Op weg naar het EK belicht VI elftallen en toernooien van een bepaald jaar. De dertiende Europese eindronde is de tweede die plaatsheeft in twee (buur)landen. Zwitserland en Oostenrijk beleven een pijnlijke primeur door beide de groepsfase niet te overleven. Spanje stijgt in de Alpen tot grote hoogte en Oranje komt na een flitsende start abrupt tot stilstand.
Acht jaar na de succesvolle primeur in België en Nederland kiest de UEFA opnieuw voor een EK-eindronde met twee organisatoren. Waren het in 2000 de Lage Landen, deze keer gaan we juist de hoogte in met de Alpen-combi van Zwitserland en Oostenrijk. Die bergburen legden het vier jaar eerder nog af tegen Portugal, maar krijgen nu de voorkeur boven Hongarije en het pikante pact van de aartsrivalen Griekenland en Turkije. De twee gastlanden zijn uiteraard automatisch geplaatst voor het toernooi en zelfs groepshoofd, ondanks hun lege erelijst, samen met Oranje en de Griekse titelverdediger. Van dit kwartet zal alleen Nederland de groepsfase overleven.

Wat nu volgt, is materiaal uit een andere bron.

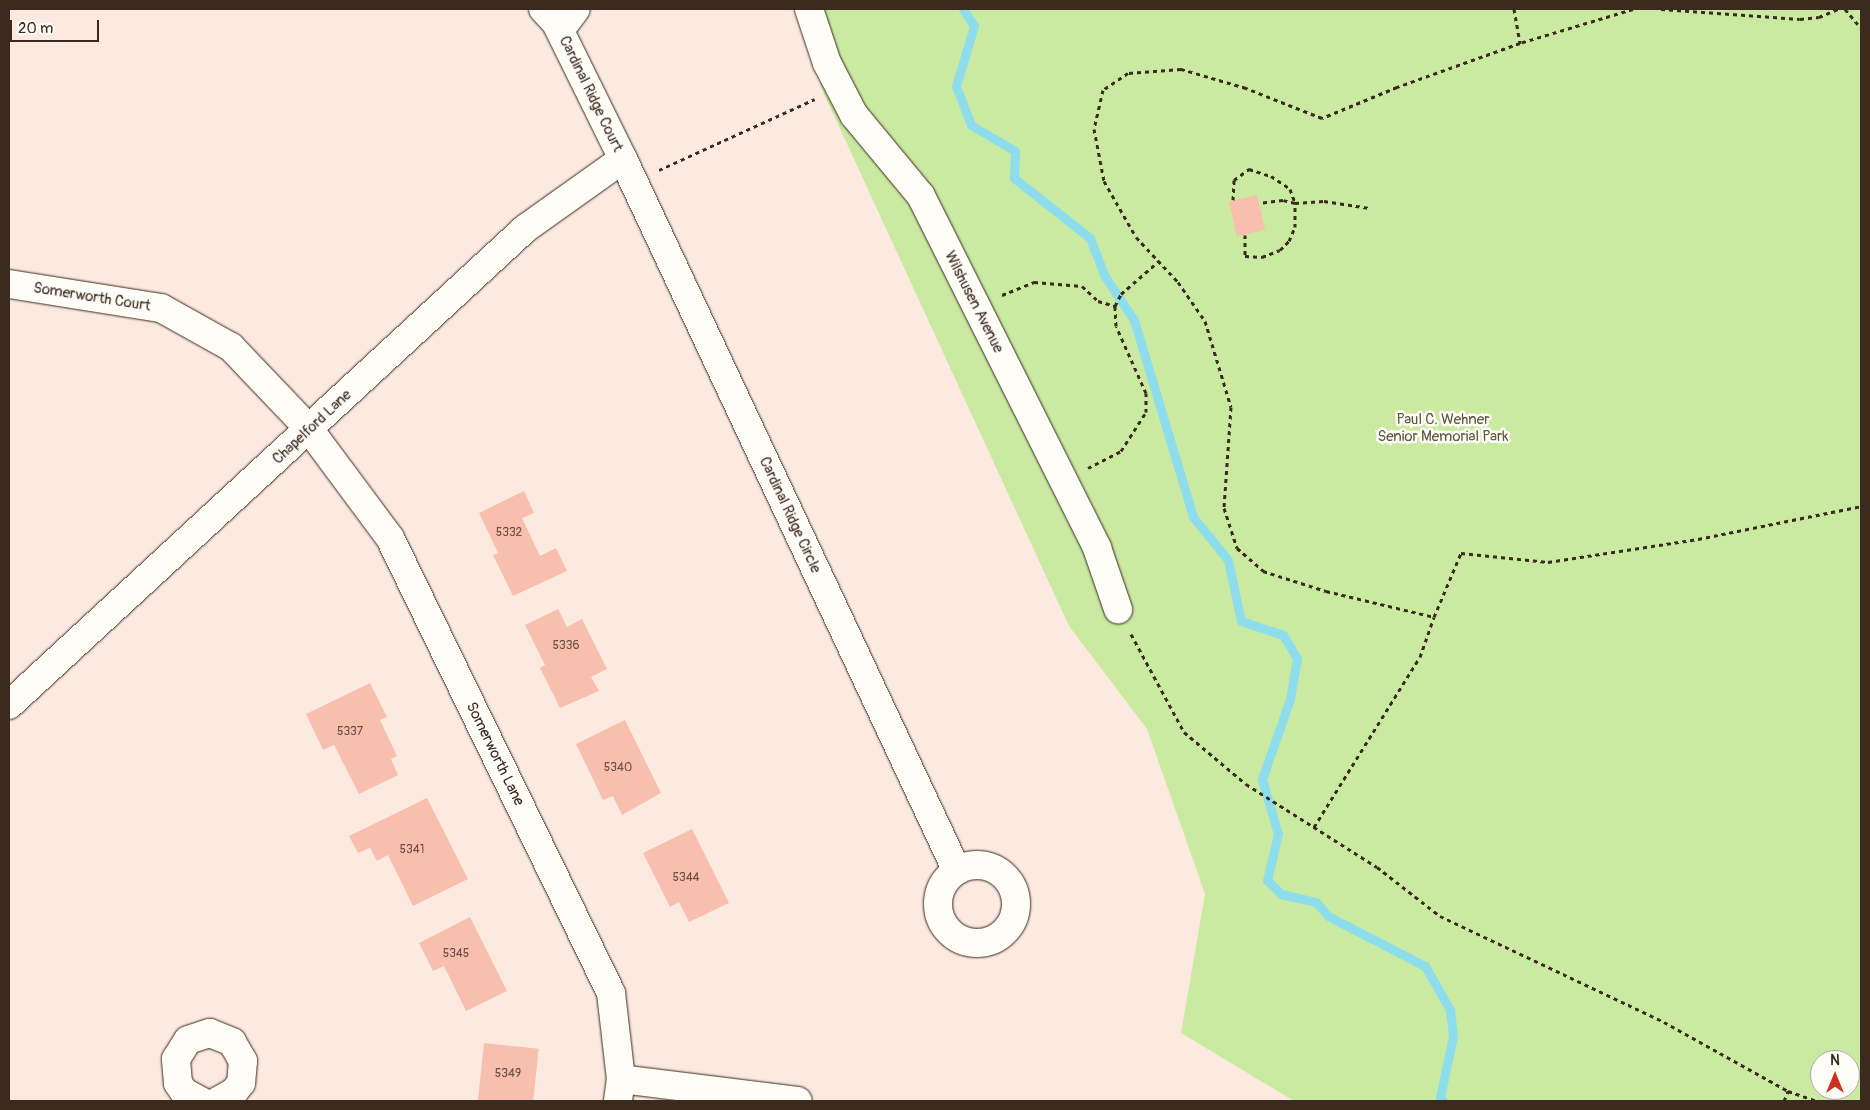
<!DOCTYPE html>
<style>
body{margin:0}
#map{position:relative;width:1870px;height:1110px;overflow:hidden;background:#fceae1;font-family:Pangolin,sans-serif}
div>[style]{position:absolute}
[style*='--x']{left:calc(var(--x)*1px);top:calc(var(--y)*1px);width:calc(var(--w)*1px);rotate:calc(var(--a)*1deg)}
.green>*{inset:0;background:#caeaa2}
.stream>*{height:9px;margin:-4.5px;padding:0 4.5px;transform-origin:4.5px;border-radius:4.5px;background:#8edded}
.building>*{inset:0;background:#f8bfae;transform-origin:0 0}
.path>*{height:3px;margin-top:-1.5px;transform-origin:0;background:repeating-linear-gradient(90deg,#3b2a1e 0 4px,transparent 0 8px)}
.roads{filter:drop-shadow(0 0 1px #3b2a1e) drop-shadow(0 0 1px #3b2a1e)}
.minor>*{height:28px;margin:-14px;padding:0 14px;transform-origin:14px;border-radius:14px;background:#fdfcf7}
.minor>.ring{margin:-14px;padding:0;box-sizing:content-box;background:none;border:28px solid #fdfcf7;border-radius:50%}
span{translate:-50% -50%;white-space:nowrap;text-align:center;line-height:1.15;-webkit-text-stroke:5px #fdfcf7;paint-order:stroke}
.number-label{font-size:12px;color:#6a4f42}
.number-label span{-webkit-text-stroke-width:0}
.street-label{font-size:15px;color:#3b2a1e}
.park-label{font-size:15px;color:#5f5a3f}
.frame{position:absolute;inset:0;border:10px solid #3b2a1e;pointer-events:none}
.north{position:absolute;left:1810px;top:1050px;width:50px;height:50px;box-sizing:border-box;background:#fdfcf7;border:1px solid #afa8a0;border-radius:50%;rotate:0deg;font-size:14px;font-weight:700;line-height:20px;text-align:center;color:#3b2a1e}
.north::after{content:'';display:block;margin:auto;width:18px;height:22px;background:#c8321e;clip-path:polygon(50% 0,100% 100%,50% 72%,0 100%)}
.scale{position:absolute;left:10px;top:20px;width:89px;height:22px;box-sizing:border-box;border:2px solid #3b2a1e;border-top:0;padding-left:6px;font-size:15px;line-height:18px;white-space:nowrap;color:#3b2a1e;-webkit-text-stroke:4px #fdfcf7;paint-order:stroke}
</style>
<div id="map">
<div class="green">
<i style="clip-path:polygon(evenodd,797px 9px,1861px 9px,1861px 1101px,1294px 1101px,1181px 1033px,1205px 894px,1147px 729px,1069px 626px,824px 94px,797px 9px,1820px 1060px,1850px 1060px,1850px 1090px,1820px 1090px,1820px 1060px)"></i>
</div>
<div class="stream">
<i style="--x:963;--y:9;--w:20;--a:57"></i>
<i style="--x:974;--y:26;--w:63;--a:106.7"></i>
<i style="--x:956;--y:86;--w:42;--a:69"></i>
<i style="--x:971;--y:125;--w:51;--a:30.6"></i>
<i style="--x:1015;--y:151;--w:27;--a:92"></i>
<i style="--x:1014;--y:178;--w:97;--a:38.3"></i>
<i style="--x:1090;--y:238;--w:40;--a:69"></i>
<i style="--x:1104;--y:275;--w:54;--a:56.3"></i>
<i style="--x:1134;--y:320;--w:206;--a:73.3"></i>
<i style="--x:1193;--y:517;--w:55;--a:50.9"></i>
<i style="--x:1228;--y:560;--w:62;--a:78"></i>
<i style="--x:1241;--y:621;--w:44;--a:18.4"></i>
<i style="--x:1283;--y:635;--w:27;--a:59"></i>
<i style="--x:1297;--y:658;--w:42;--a:99.7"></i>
<i style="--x:1290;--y:699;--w:85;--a:109.3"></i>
<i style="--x:1262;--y:779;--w:57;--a:73.8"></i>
<i style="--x:1278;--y:834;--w:47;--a:103.4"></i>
<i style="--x:1267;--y:880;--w:20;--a:45"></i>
<i style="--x:1281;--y:894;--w:36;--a:13"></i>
<i style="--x:1316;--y:902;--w:18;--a:49"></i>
<i style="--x:1328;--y:916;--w:109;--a:27.3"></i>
<i style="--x:1425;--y:966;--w:51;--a:60.4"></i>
<i style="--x:1450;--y:1010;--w:26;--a:83"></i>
<i style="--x:1453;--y:1036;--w:62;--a:102"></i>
<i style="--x:1440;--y:1097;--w:5;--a:53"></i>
</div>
<div class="building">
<i style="left:1257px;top:195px;width:36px;height:29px;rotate:77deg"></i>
<i style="clip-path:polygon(524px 491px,534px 513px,522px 518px,540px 556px,556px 548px,567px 571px,513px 596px,493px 555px,498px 553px,479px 513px)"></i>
<i style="clip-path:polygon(558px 609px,567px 627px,582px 619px,607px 669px,591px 677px,599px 691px,560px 708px,540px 668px,545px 665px,525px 625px)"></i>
<i style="clip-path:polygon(370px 683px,387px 717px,380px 720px,397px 756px,391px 759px,398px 775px,359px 794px,334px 745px,323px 750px,306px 714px)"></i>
<i style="clip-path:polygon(625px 720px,661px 793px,622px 815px,613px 796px,603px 800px,576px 744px)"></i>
<i style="clip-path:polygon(427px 798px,468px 879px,413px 906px,388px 855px,377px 861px,370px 848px,358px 853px,349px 836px)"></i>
<i style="clip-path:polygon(692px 829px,729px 903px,689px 922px,679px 902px,670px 907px,643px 853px)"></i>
<i style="clip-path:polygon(470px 917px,507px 991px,466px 1011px,444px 966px,433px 971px,419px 943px)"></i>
<i style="left:484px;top:1043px;width:55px;height:58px;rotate:6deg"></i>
</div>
<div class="path">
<i style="--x:1514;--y:9;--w:35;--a:80"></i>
<i style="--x:1633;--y:9;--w:118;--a:163.3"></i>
<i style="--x:1520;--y:43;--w:131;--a:160.3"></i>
<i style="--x:1397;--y:87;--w:81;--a:157.5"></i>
<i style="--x:1322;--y:118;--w:82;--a:-158.5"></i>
<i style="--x:1246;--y:88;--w:68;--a:-163.7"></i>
<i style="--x:1181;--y:69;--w:53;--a:175.7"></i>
<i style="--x:1128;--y:73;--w:30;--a:146"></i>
<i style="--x:1103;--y:90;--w:40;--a:103"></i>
<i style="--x:1094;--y:129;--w:53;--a:79.1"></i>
<i style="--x:1104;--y:181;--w:64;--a:60.3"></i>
<i style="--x:1136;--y:237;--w:62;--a:47"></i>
<i style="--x:1178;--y:282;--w:47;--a:55.3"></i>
<i style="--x:1205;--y:321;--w:90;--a:73.2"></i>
<i style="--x:1231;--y:407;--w:101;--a:94"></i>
<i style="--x:1224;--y:508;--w:42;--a:72"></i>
<i style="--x:1237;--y:548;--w:35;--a:41"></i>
<i style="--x:1263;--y:571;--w:66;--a:17.6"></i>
<i style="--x:1326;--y:591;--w:111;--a:13.5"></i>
<i style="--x:1434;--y:617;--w:69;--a:-67.1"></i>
<i style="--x:1461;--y:553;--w:87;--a:5.9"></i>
<i style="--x:1548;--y:562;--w:152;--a:-8.7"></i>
<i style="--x:1698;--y:539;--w:166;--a:-11.4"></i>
<i style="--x:1661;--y:9;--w:139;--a:4.1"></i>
<i style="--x:1800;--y:19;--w:19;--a:-6"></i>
<i style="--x:1819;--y:17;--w:21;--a:-23"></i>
<i style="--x:1845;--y:9;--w:25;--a:50"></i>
<i style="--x:659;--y:170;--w:171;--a:-24.5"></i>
<i style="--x:1233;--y:200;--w:20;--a:-87"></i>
<i style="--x:1234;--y:180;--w:19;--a:-36"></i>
<i style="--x:1249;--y:169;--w:23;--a:18"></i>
<i style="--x:1271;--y:176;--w:23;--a:34"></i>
<i style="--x:1290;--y:189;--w:15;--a:70"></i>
<i style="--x:1295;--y:203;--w:29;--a:-4"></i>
<i style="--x:1324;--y:201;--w:46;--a:8.8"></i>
<i style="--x:1245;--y:235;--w:21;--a:90"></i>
<i style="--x:1245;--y:256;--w:17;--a:3"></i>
<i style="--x:1262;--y:257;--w:19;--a:-21"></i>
<i style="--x:1280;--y:250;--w:13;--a:-45"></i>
<i style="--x:1289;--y:241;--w:15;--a:-67"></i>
<i style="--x:1295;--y:227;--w:24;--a:-90"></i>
<i style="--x:1295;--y:203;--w:12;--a:-166"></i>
<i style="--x:1283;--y:200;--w:24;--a:173"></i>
<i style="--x:1002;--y:295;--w:35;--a:-22"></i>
<i style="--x:1034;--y:282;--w:48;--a:4.8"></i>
<i style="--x:1082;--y:286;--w:22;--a:43"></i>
<i style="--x:1098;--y:301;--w:18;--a:16"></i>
<i style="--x:1115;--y:306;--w:13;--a:-63"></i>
<i style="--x:1121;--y:294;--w:50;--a:-41"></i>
<i style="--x:1088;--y:468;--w:37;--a:-27"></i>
<i style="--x:1121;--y:451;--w:46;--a:-57.3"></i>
<i style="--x:1146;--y:412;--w:19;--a:-90"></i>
<i style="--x:1146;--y:393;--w:73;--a:-114.1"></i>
<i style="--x:1116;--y:326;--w:20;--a:-93"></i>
<i style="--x:1131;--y:634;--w:111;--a:61.6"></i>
<i style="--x:1184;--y:732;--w:81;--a:40"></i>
<i style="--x:1246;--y:784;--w:155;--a:32.4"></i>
<i style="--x:1377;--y:867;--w:80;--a:37.9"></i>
<i style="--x:1440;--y:916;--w:248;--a:25.3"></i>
<i style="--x:1664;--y:1022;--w:142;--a:29.1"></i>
<i style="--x:1788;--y:1091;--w:31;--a:19"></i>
<i style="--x:1314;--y:827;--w:200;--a:-58.1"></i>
<i style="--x:1420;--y:657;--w:42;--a:-70.7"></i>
<i style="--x:1784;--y:1101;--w:11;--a:-68"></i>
</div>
<div class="roads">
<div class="minor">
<i style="--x:543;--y:9;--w:19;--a:47"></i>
<i style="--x:556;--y:23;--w:152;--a:63.8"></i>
<i style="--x:623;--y:159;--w:786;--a:64.87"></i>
<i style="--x:809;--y:9;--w:57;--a:71.6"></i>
<i style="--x:827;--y:63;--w:59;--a:62.6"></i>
<i style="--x:854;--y:115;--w:105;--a:50.4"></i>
<i style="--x:921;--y:196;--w:394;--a:63.4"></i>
<i style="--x:1097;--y:548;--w:65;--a:71"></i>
<i style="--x:560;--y:30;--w:26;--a:-53"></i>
<i style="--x:9;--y:284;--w:154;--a:9"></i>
<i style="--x:161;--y:308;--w:80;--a:29.1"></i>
<i style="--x:231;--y:347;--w:113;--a:46.4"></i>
<i style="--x:309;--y:429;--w:136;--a:53.4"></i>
<i style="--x:390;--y:538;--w:506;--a:64.09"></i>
<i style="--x:611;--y:993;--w:87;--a:83.4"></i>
<i style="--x:621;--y:1079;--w:22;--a:98"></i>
<i style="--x:9;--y:705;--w:703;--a:-42.7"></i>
<i style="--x:526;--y:228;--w:119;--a:-35.4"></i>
<i class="ring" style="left:938px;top:865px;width:50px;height:50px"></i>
<i style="--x:621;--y:1079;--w:178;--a:7.1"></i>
<i style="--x:201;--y:1101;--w:19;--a:-152"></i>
<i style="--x:184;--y:1092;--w:11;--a:-124"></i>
<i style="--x:178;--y:1083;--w:24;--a:-95"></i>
<i style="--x:176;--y:1059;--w:22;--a:-58"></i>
<i style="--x:188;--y:1040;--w:23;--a:-18"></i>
<i style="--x:210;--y:1033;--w:24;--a:22"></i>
<i style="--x:232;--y:1042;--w:22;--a:60"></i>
<i style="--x:243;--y:1061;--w:22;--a:95"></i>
<i style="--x:241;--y:1083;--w:11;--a:128"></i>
<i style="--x:234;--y:1092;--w:18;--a:151"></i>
</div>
</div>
<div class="number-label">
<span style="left:509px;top:533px">5332</span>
<span style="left:566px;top:646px">5336</span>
<span style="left:350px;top:732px">5337</span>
<span style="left:618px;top:768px">5340</span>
<span style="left:412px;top:850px">5341</span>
<span style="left:686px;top:878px">5344</span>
<span style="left:456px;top:954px">5345</span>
<span style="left:508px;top:1074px">5349</span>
</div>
<div class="street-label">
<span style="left:591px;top:94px;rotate:64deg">Cardinal Ridge Court</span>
<span style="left:92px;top:297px;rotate:9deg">Somerworth Court</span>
<span style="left:974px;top:302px;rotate:63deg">Wilshusen Avenue</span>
<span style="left:312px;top:427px;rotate:-43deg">Chapelford Lane</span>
<span style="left:790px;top:515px;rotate:65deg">Cardinal Ridge Circle</span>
<span style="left:495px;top:754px;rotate:64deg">Somerworth Lane</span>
</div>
<div class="park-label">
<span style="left:1443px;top:428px">Paul C. Wehner<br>Senior Memorial Park</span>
</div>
<div class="frame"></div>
<div class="north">N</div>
<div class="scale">20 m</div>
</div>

De Zwitsers zijn na twee wedstrijden als eerste land al uitgeschakeld (0-1 in het openingsduel met Tsjechië en 1-2 tegen Turkije), de Oostenrijkers hebben nog een kans in hun derde ontmoeting, de derby tegen Duitsland, maar verliezen met 0-1. Een van hen vestigt wel een record dat vandaag de dag nog altijd staat: Ivica Vastic benut diep in de blessuretijd tegen Polen een penalty (1-1) op de leeftijd van 38 jaar en 257 dagen en is daarmee de oudste doelpuntenmaker ooit op een EK. Griekenland bewijst dat de titel van 2004 een one hit wonder was. Na nederlagen tegen zowel Zweden, Spanje als Rusland – en slechts één doelpuntje – gaat het roemloos huiswaarts.